» **Information provided**:
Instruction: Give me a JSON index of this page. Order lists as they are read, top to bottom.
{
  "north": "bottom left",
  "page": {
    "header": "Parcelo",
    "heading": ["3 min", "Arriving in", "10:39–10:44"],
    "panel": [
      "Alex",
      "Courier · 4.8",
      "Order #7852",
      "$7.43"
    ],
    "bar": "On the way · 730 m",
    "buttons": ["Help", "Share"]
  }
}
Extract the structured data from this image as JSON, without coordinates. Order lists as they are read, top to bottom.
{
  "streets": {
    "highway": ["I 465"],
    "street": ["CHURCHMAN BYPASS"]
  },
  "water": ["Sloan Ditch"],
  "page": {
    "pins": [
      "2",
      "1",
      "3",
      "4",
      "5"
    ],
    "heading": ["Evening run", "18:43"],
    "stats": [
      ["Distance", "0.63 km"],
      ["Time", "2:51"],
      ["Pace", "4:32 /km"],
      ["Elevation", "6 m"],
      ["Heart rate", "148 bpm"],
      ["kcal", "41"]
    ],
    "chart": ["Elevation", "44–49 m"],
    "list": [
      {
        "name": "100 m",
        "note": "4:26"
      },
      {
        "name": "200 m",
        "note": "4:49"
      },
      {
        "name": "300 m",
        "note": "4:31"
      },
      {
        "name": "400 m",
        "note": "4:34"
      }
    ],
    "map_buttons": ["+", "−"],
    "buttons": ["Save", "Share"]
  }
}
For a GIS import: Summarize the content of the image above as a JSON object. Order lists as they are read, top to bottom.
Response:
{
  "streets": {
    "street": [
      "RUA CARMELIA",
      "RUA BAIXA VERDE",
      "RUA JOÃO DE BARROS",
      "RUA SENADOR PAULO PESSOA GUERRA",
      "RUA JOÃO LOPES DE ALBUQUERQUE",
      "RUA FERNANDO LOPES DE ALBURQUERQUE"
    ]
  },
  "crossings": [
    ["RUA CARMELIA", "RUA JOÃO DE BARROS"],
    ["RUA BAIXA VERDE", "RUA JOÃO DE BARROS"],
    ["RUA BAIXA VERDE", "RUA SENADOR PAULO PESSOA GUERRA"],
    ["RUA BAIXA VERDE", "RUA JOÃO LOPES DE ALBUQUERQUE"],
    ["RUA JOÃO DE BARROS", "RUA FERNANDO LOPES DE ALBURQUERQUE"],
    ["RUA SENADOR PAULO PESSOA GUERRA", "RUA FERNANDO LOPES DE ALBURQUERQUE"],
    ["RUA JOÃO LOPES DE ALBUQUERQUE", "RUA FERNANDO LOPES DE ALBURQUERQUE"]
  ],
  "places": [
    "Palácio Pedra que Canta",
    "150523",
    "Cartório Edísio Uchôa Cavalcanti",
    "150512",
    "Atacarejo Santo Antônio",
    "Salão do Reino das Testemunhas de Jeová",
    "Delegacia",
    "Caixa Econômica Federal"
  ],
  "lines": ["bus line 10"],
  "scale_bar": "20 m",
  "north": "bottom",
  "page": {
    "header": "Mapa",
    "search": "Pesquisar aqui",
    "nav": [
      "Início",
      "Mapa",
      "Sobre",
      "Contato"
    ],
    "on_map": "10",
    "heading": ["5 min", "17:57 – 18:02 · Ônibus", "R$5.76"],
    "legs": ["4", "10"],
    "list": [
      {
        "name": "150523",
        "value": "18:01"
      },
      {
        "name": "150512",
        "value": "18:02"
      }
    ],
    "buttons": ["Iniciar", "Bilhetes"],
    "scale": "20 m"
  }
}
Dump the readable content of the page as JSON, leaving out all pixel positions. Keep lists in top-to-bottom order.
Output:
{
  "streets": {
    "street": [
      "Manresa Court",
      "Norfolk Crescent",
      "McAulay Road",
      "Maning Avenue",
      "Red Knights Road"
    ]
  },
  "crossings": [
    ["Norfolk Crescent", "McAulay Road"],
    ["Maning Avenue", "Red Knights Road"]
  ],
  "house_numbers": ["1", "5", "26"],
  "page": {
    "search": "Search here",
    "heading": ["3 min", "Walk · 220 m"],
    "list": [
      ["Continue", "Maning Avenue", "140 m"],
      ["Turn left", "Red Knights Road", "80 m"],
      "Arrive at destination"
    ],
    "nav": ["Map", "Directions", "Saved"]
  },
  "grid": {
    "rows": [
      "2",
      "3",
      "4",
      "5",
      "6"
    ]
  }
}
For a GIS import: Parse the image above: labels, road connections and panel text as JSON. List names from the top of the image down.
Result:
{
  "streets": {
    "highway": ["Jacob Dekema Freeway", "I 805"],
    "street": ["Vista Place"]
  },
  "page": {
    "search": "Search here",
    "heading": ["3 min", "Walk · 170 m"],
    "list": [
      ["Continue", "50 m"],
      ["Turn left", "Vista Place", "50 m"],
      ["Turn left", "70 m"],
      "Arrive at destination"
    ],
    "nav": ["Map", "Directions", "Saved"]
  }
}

» **Your task**: Please output exactly the lines from the one containing "For a GIS import: Parse" through the end of the records, both included.

» **Written answer**:
For a GIS import: Parse the image above: labels, road connections and panel text as JSON. List names from the top of the image down.
Result:
{
  "streets": {
    "highway": ["Jacob Dekema Freeway", "I 805"],
    "street": ["Vista Place"]
  },
  "page": {
    "search": "Search here",
    "heading": ["3 min", "Walk · 170 m"],
    "list": [
      ["Continue", "50 m"],
      ["Turn left", "Vista Place", "50 m"],
      ["Turn left", "70 m"],
      "Arrive at destination"
    ],
    "nav": ["Map", "Directions", "Saved"]
  }
}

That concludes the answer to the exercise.